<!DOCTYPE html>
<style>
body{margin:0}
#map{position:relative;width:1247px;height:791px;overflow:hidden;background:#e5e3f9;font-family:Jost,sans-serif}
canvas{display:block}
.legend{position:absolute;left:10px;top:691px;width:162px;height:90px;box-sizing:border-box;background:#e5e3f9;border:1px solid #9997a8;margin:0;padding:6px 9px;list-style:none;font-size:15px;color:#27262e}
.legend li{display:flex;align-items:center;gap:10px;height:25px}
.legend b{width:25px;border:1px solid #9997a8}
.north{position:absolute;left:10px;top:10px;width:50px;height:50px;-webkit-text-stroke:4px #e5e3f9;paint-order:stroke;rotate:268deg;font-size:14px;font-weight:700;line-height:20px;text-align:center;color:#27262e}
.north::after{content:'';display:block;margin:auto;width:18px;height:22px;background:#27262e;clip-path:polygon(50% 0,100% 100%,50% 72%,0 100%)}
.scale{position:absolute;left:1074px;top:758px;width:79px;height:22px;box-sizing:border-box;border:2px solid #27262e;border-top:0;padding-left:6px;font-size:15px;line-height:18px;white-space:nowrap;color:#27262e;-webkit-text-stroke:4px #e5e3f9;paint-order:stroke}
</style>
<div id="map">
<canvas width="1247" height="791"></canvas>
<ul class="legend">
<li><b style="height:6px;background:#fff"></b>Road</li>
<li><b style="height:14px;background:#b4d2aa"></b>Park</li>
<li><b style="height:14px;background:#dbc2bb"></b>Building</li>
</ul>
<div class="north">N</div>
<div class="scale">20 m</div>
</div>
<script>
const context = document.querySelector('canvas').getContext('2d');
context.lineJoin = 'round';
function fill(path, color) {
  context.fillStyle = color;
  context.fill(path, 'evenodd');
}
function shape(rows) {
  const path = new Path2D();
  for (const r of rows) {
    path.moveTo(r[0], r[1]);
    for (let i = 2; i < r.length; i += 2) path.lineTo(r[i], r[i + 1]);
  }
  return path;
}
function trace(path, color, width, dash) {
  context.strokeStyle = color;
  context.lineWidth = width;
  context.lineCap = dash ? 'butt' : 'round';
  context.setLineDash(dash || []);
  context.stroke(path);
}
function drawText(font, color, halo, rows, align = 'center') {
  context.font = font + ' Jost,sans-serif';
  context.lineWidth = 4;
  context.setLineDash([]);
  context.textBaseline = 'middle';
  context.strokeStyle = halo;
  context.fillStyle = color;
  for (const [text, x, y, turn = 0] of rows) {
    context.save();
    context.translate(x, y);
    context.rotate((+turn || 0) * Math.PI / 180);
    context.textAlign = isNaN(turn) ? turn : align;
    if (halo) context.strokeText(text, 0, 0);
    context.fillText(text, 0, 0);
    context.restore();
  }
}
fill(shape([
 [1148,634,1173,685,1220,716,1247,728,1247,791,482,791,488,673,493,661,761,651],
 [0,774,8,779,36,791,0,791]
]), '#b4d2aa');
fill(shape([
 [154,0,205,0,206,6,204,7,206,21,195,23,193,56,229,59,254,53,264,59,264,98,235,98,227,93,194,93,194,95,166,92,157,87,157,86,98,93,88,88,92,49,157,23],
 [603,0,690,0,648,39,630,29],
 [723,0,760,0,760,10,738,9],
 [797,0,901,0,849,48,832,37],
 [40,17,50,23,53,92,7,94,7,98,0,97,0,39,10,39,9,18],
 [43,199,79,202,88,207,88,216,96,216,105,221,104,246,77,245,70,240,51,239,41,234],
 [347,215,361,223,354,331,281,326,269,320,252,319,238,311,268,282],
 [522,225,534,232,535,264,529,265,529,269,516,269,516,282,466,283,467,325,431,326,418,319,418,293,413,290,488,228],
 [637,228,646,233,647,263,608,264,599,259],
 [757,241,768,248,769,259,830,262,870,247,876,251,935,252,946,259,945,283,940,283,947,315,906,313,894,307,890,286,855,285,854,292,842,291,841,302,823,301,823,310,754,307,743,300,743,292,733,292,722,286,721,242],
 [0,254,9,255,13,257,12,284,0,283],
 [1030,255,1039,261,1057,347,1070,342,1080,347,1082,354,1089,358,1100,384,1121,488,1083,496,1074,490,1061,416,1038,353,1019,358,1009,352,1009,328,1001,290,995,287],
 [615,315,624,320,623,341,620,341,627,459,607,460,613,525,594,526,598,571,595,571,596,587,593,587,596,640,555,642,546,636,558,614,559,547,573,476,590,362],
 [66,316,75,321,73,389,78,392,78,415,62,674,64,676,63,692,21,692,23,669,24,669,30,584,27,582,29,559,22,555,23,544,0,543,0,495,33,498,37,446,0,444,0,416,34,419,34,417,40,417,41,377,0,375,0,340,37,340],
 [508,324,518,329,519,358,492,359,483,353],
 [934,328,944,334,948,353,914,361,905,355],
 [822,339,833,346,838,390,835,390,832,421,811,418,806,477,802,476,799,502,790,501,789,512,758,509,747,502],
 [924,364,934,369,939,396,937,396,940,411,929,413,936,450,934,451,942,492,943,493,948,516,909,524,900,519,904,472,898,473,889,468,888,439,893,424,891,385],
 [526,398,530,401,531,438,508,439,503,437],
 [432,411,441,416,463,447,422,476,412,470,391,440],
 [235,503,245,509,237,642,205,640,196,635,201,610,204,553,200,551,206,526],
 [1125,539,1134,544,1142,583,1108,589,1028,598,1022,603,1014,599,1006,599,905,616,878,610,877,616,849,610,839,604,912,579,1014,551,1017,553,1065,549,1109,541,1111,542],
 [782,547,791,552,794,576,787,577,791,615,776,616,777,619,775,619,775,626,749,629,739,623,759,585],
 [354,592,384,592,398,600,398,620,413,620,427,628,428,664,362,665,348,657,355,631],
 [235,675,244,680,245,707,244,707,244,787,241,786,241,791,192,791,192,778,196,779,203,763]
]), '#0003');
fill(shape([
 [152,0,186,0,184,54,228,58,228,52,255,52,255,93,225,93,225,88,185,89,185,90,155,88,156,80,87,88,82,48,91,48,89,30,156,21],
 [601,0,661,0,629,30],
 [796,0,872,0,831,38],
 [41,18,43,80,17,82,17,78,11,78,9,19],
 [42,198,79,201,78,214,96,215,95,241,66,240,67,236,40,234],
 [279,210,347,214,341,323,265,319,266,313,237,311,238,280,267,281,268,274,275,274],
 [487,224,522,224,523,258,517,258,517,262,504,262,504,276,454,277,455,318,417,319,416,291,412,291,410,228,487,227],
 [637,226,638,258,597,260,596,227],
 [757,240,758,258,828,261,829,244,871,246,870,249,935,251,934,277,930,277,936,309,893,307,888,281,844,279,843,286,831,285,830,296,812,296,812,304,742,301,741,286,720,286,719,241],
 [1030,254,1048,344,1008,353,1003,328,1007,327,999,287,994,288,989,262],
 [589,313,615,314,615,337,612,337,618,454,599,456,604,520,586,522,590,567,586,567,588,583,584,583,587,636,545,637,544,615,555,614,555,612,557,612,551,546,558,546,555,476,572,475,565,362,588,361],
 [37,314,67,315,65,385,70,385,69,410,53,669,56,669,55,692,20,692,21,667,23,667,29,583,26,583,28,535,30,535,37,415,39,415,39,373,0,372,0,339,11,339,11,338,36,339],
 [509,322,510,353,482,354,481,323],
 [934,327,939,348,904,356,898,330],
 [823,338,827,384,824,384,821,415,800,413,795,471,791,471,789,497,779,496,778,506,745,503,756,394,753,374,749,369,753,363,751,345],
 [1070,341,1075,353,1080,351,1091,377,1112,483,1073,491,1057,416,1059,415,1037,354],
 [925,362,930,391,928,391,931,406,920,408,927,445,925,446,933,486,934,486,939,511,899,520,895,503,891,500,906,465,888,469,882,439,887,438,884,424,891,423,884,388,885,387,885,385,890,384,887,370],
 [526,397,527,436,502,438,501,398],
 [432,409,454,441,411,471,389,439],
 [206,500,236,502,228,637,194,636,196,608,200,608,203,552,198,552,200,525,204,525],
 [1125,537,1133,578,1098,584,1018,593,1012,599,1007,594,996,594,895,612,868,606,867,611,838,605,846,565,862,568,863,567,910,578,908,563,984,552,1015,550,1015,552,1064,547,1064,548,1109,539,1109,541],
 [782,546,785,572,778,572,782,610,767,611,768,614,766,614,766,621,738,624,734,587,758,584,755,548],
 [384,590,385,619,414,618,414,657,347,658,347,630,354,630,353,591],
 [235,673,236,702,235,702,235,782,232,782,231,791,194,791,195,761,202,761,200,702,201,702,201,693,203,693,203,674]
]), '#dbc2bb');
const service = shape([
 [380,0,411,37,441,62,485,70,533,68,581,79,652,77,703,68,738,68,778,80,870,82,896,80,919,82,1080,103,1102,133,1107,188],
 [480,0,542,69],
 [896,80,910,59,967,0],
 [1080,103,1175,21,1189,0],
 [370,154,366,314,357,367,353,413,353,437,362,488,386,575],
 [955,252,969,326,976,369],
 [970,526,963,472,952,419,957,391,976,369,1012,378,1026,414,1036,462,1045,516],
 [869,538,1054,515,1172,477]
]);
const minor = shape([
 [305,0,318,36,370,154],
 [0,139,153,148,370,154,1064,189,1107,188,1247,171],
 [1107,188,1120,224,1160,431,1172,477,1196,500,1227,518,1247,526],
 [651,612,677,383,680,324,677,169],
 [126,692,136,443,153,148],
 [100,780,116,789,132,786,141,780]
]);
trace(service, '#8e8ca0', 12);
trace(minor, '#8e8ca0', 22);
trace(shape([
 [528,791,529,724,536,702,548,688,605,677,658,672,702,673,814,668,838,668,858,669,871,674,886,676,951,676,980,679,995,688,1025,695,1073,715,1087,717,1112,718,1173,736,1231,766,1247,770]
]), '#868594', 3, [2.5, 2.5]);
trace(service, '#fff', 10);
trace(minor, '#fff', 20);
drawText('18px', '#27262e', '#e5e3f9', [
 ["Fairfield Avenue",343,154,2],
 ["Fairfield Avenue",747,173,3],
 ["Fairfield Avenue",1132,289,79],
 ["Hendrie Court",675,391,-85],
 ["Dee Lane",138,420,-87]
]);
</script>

* * *

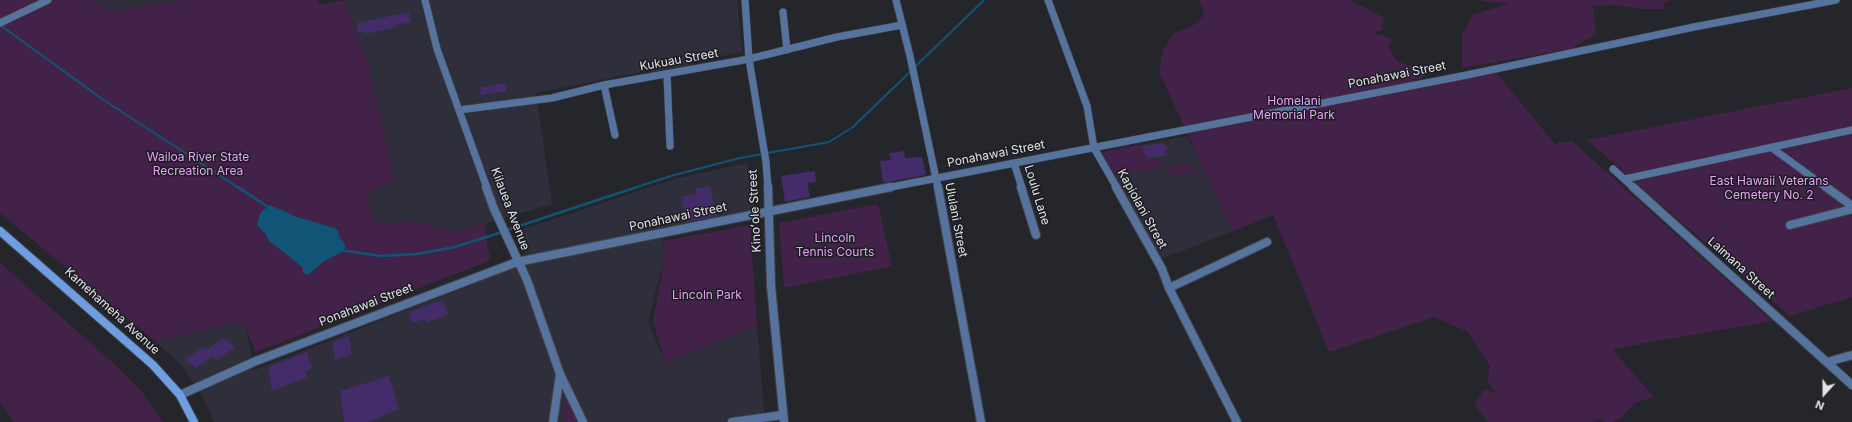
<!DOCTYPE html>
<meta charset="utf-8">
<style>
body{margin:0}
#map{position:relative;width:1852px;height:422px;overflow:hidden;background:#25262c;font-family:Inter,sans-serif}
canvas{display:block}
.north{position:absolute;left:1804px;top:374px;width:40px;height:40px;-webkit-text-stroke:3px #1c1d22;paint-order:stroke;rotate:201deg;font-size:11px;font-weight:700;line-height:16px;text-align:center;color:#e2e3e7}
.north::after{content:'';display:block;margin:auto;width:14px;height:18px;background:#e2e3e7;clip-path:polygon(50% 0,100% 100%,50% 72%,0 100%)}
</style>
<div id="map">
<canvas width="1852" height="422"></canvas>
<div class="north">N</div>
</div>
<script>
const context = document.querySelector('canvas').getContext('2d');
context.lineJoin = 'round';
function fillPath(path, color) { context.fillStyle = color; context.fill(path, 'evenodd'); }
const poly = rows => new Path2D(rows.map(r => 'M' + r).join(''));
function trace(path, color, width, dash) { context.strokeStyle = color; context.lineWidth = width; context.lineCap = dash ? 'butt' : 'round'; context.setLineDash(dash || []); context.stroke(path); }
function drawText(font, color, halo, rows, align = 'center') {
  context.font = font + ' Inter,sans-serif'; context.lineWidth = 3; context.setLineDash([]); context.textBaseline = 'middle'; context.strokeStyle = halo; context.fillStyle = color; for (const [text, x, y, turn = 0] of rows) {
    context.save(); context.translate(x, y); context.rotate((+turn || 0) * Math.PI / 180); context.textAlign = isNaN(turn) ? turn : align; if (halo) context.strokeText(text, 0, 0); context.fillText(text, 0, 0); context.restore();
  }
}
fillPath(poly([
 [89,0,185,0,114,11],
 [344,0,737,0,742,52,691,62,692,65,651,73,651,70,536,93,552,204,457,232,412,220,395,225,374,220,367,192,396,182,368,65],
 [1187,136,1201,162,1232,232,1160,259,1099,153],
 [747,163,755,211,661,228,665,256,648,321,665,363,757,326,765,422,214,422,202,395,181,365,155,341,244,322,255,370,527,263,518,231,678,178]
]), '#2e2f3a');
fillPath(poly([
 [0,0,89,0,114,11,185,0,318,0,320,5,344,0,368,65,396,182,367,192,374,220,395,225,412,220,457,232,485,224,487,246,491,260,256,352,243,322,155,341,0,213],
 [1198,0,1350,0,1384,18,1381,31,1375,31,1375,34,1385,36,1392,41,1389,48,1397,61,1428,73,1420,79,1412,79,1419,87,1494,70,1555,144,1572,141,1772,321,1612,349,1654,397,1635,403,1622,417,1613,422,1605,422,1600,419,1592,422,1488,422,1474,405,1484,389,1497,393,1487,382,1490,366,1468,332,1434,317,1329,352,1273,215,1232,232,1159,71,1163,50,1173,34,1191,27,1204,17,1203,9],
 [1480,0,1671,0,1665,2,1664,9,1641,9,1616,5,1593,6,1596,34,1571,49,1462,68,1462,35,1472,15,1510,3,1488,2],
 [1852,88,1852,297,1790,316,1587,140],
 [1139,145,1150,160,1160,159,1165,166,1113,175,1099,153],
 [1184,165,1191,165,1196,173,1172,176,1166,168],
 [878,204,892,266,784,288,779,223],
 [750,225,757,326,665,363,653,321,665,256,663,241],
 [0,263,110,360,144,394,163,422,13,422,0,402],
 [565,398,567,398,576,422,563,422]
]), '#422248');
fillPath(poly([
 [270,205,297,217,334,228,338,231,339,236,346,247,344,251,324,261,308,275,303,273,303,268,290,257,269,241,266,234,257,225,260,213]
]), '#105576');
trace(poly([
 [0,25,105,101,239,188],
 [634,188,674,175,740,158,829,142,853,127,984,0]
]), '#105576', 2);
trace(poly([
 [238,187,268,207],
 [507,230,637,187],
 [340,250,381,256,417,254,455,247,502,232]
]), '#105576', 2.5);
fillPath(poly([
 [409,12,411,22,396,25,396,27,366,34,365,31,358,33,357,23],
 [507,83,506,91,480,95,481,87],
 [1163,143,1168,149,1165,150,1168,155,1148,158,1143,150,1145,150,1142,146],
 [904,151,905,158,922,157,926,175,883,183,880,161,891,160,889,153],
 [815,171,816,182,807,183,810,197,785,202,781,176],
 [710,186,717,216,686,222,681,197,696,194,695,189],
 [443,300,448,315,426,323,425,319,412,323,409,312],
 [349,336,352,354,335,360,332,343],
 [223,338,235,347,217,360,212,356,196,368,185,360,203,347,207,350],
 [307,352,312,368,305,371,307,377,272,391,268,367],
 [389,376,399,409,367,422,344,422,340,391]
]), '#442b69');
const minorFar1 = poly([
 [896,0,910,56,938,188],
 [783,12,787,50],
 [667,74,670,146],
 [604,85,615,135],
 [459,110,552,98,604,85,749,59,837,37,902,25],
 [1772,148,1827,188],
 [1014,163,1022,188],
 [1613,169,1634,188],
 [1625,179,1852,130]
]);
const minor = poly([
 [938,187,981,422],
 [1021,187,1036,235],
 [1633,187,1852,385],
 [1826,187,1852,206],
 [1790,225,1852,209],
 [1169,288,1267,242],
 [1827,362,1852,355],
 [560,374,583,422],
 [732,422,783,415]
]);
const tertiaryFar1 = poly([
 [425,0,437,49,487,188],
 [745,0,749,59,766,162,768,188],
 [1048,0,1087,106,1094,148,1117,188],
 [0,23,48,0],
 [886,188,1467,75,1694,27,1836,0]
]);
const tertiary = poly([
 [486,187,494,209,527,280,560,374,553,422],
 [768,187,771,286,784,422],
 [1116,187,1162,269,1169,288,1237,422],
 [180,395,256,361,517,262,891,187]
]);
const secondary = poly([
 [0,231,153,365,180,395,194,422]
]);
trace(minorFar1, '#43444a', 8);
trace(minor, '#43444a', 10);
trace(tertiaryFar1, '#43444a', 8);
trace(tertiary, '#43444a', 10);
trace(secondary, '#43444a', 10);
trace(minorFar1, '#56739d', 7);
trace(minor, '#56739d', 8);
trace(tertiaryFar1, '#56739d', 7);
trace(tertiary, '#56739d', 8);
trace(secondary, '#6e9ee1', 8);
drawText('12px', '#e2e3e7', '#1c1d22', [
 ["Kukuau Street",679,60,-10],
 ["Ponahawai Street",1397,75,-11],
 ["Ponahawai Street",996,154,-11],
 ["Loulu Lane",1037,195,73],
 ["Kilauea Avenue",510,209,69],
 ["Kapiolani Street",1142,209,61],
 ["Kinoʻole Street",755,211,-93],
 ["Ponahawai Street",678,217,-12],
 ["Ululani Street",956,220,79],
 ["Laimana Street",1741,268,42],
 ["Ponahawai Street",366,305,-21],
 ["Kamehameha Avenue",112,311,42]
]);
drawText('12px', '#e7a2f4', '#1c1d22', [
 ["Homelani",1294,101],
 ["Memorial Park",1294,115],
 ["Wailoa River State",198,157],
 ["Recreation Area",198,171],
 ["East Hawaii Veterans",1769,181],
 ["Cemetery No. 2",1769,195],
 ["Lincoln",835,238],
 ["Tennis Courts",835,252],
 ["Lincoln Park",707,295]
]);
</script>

* * *

Exercise requirements:
Search the records for the word "function" and copy every line where it occurs.

Result of this task:
function fill(path, color) {
function shape(rows) {
function trace(path, color, width, dash) {
function drawText(font, color, halo, rows, align = 'center') {
function fillPath(path, color) { context.fillStyle = color; context.fill(path, 'evenodd'); }
function trace(path, color, width, dash) { context.strokeStyle = color; context.lineWidth = width; context.lineCap = dash ? 'butt' : 'round'; context.setLineDash(dash || []); context.stroke(path); }
function drawText(font, color, halo, rows, align = 'center') {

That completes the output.